Okay, so the next part takes it to a new level, but as you’ll see below, Garber didn’t keep it there.
“We have to aggressively figure a solution out, and that solution needs to be figured out soon,” Garber said. “I am concerned about where this team will be in 2012. They’ve been operating without a new lease. They’ve been in discussions on a lease to try to improve their terms. I’m shocked to say they could be paying more for their lease in RFK than any other team we have in the league. There is no doubt in my mind that it’s a stadium that is substandard to what soccer fans are able to experience in many other markets.
“We need a solution, and I’ve been pushing [D.C. United president] Kevin [Payne] and [D.C. United owner] Will Chang to try to find that solution. If that means, if they can’t get a new and improved lease in D.C., and they’ve got to move to another facility in the region, I will be supportive of that, and in fact, will help them do that. If it means they can’t find a solution in Baltimore, then we’ll have to go through a process as we did with San Jose [which relocated to Houston in 2006] to think about potentially moving the team.”

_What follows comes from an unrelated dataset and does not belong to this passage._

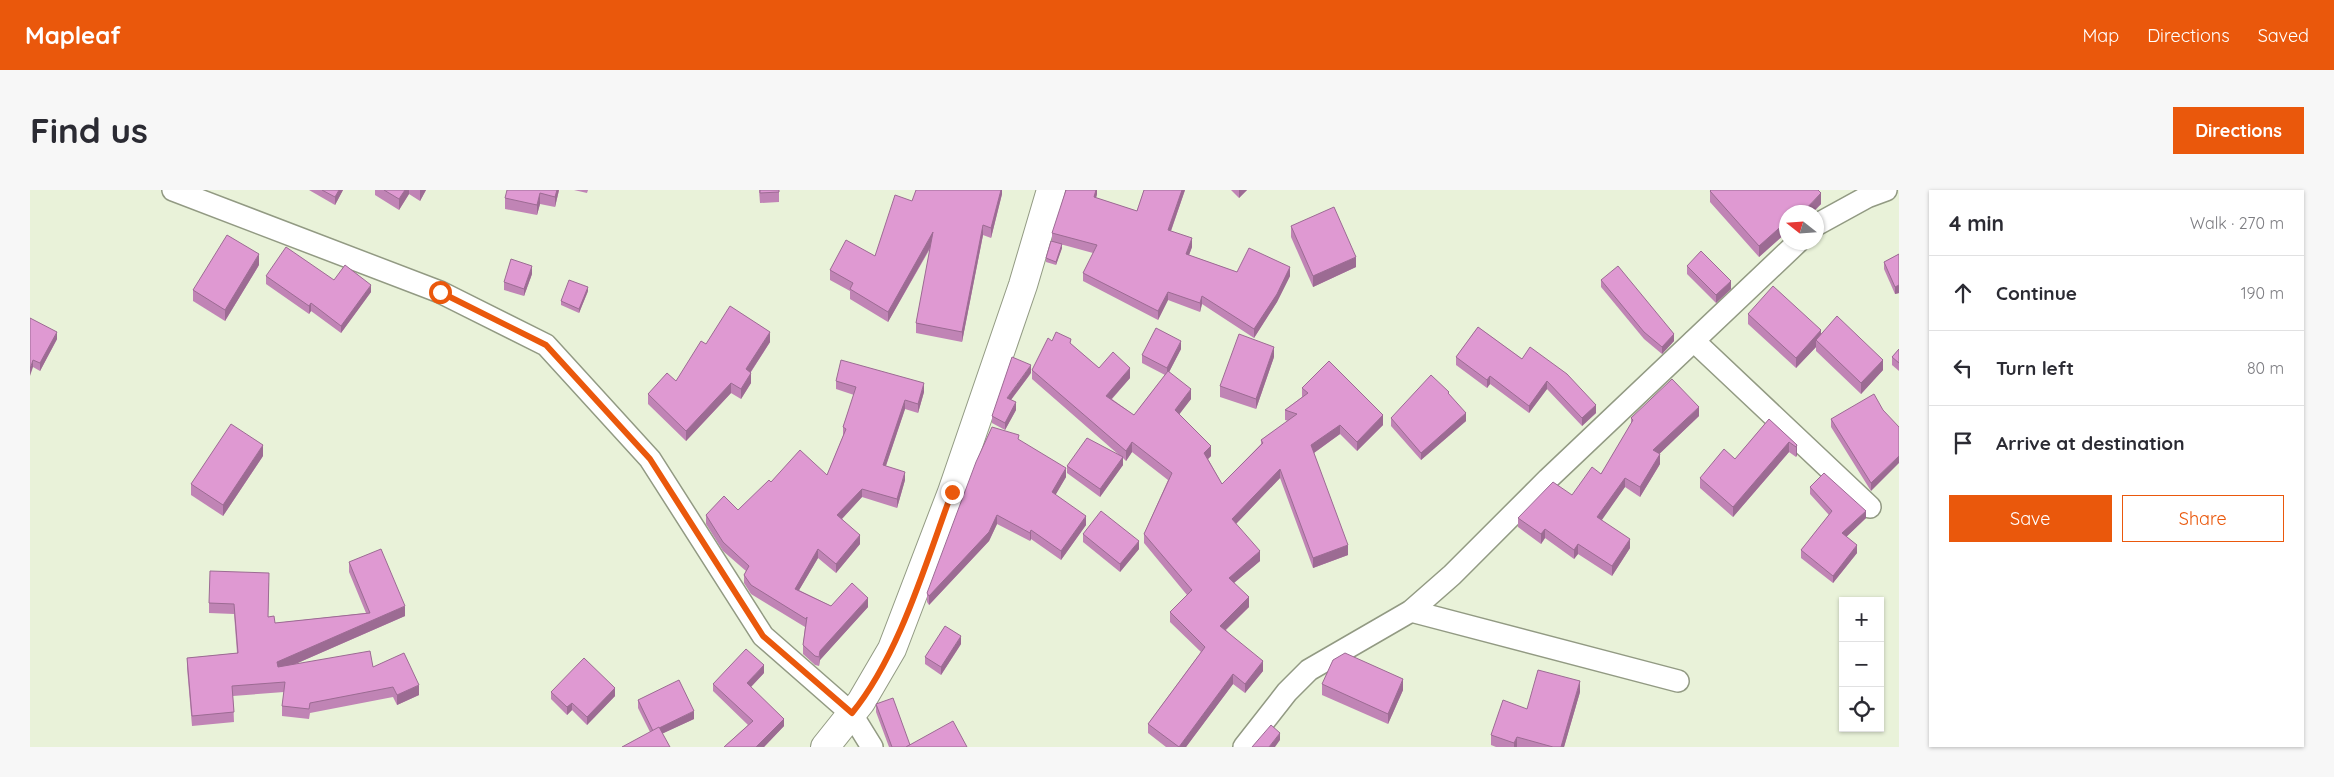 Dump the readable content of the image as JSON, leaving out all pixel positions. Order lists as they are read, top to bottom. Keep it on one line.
{"north":"left","page":{"header":"Mapleaf","nav":["Map","Directions","Saved"],"buttons":["Directions",["Save","Share"]],"title":"Find us","heading":["4 min","Walk · 270 m"],"list":[["Continue","190 m"],["Turn left","80 m"],"Arrive at destination"],"map_buttons":["+","−"]}}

If we take Garber at his word, it’s all on the table now, not just relocation to Maryland, but actual pulling stakes and dropping the franchise into another part of the country altogether. Where will that be? I was unable to get a question in about whether or not the investor groups that are trying to land MLS’ 20th team might be willing to buy one of its charter members.

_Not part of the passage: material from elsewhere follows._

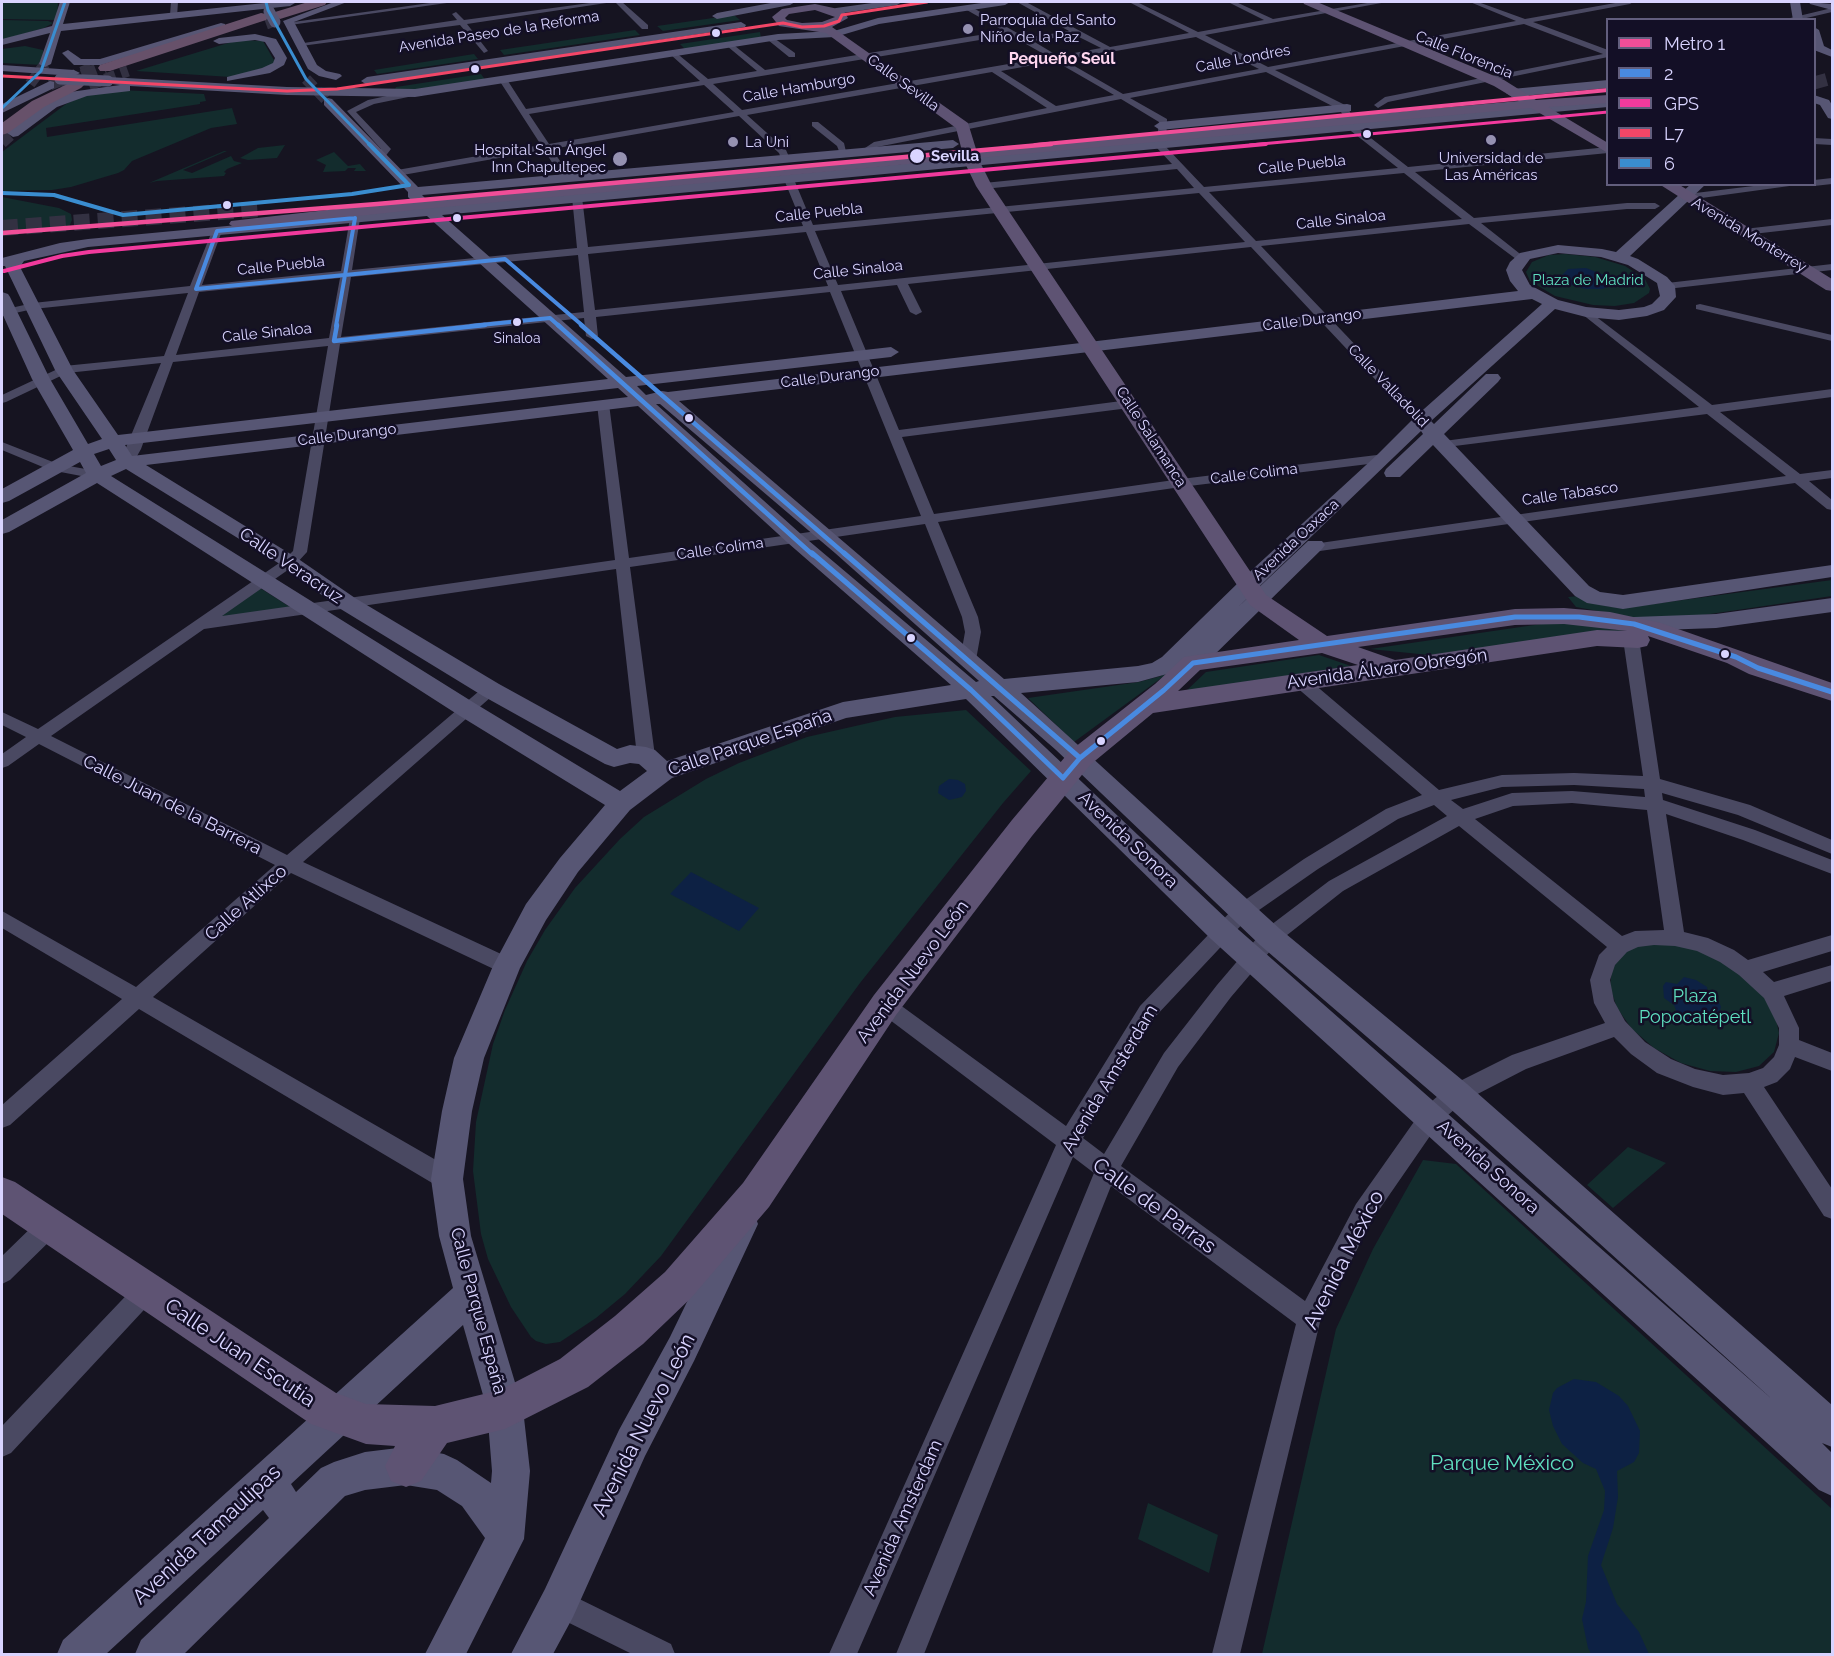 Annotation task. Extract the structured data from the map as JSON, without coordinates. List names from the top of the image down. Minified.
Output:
{"streets":{"main road":["Avenida Paseo de la Reforma","Calle Florencia","Calle Sevilla","Avenida Monterrey","Calle Durango","Calle Valladolid","Calle Salamanca","Avenida Oaxaca","Calle Veracruz","Avenida Álvaro Obregón","Calle Parque España","Avenida Sonora","Avenida Nuevo León","Calle Juan Escutia","Avenida Tamaulipas"],"street":["Calle Londres","Calle Hamburgo","Calle Puebla","Calle Sinaloa","Calle Colima","Calle Tabasco","Calle Juan de la Barrera","Calle Atlixco","Avenida Amsterdam","Calle de Parras","Avenida México"]},"crossings":[["Avenida Paseo de la Reforma","Calle Sevilla"],["Calle Florencia","Calle Londres"],["Calle Florencia","Calle Hamburgo"],["Calle Londres","Calle Sevilla"],["Calle Londres","Calle Valladolid"],["Calle Sevilla","Calle Hamburgo"],["Calle Puebla","Calle Valladolid"],["Calle Puebla","Calle Salamanca"],["Calle Puebla","Calle Veracruz"],["Calle Puebla","Avenida Sonora"],["Calle Sinaloa","Calle Valladolid"],["Calle Sinaloa","Calle Salamanca"],["Calle Sinaloa","Calle Veracruz"],["Calle Sinaloa","Avenida Sonora"],["Calle Durango","Calle Valladolid"],["Calle Durango","Calle Salamanca"],["Calle Durango","Calle Veracruz"],["Calle Durango","Avenida Sonora"],["Calle Valladolid","Calle Tabasco"],["Calle Valladolid","Avenida Oaxaca"],["Calle Salamanca","Calle Colima"],["Calle Salamanca","Avenida Oaxaca"],["Calle Salamanca","Avenida Álvaro Obregón"],["Calle Colima","Avenida Oaxaca"],["Calle Colima","Calle Veracruz"],["Calle Colima","Avenida Sonora"],["Calle Tabasco","Avenida Oaxaca"],["Avenida Oaxaca","Avenida Álvaro Obregón"],["Avenida Oaxaca","Calle Parque España"],["Avenida Oaxaca","Avenida Sonora"],["Avenida Oaxaca","Avenida Nuevo León"],["Calle Veracruz","Calle Parque España"],["Calle Veracruz","Calle Atlixco"],["Calle Parque España","Calle Juan de la Barrera"],["Calle Parque España","Avenida Sonora"],["Calle Parque España","Avenida Nuevo León"],["Calle Parque España","Calle Juan Escutia"],["Calle Parque España","Avenida Tamaulipas"],["Calle Juan de la Barrera","Calle Atlixco"],["Avenida Sonora","Avenida Nuevo León"],["Avenida Sonora","Avenida Amsterdam"],["Avenida Sonora","Avenida México"],["Avenida Nuevo León","Calle de Parras"],["Avenida Nuevo León","Calle Juan Escutia"],["Avenida Amsterdam","Calle de Parras"],["Calle de Parras","Avenida México"],["Calle Juan Escutia","Avenida Tamaulipas"]],"districts":["Pequeño Seúl"],"parks":["Plaza de Madrid","Plaza Popocatépetl","Parque México"],"places":["Parroquia del Santo Niño de la Paz","Universidad de Las Américas","La Uni","Sevilla","Hospital San Ángel Inn Chapultepec","Sinaloa"],"lines":["transit line L7","transit line 6","metro line 1","transit line GPS","transit line 2"],"legend":["Metro 1","2","GPS","L7","6"]}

But I did ask Garber, in light of the current economic environment, whether the onus was actually on D.C. United to add investors to give it the financial clout to build a stadium of its own without relying on a government entity.

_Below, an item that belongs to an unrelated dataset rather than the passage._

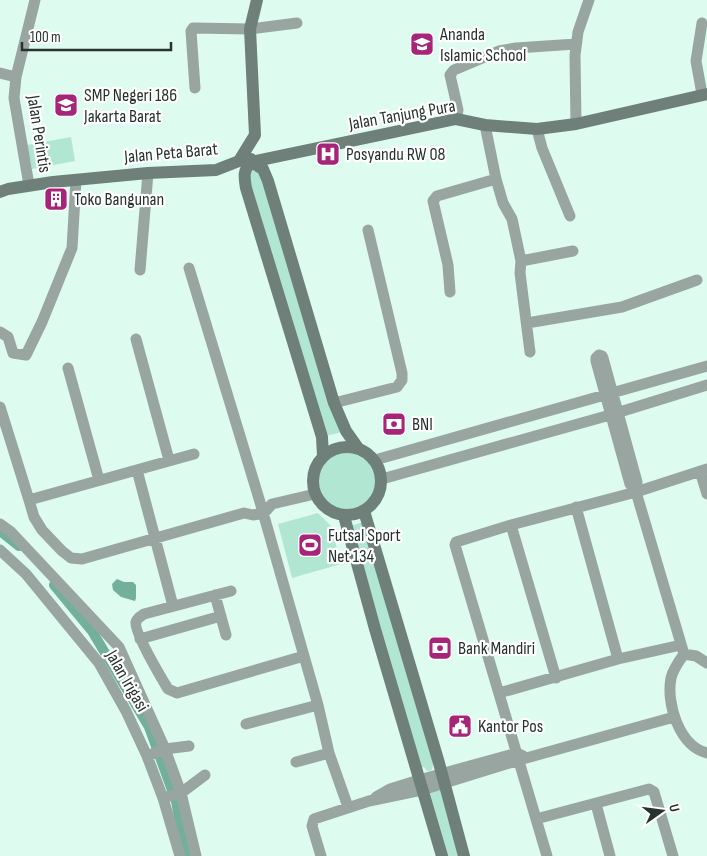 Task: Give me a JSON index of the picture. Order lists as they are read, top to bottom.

“Short of having somebody say, ‘You privately finance a stadium on your own with no support, no tax advantages, no land, no public participation at all,’ we have not been either offered an opportunity to participate with the public on a mechanism that would both make financial sense and also work for the community and for what we are trying to achieve from a business perspective, there are very few 100 percent privately financed facilities,” Garber said. “That’s not something that would make sense for us in D.C., and that’s not at all because the owner isn’t capable of doing it. Our challenge is, we have started and stopped a half a dozen times over the last number of years, and at this point, it’s very clear to me there is some traffic jam taking place in your city that probably rivals some of the other traffic jams that take place in your city. It’s been frustrating to get a green light on any road whatsoever that will lead us down a path to have a stadium.”
Of course, D.C. mayor Vincent C. Gray tweeted exactly that last week: “We value DC United & hope they stay in DC. But District is in a challenging fiscal environment now & publicly funded stadium not possible.”
And if that’s the case, I asked Garber one more question, why doesn’t D.C. United just say it’s leaving Washington and move forward in that direction?
To me, the answer is because right now, there is nowhere to go. Buzzard Point or Baltimore? If there’s an investor group that D.C. United has stashed, or if Chang can actually fund the deal himself, the sooner either plan can be unveiled, the better. But getting government buy-in and assistance is the place where the team has repeatedly fallen short. College Park? There’s no alcohol sales beyond the suites at Byrd Stadium, and revenue streams are the reason the team wants out of RFK. The team has been twisting in the wind for years, and yet it seems resigned to keep doing so for the foreseeable future.
Garber had a chance to say D.C. United was as good as gone. He didn’t. And he’s frustrated. Same as last year.
“I don’t know where Kevin Payne is in his most recent conversations with the mayor,” Garber said. “All I know is that part one of this project is not asking the mayor to give us money to build a stadium in D.C.; the first part is to try to renew a lease in RFK that makes economic sense for a soccer team that is delivering great value and employing lots and lots of people and has been a good member of the community.”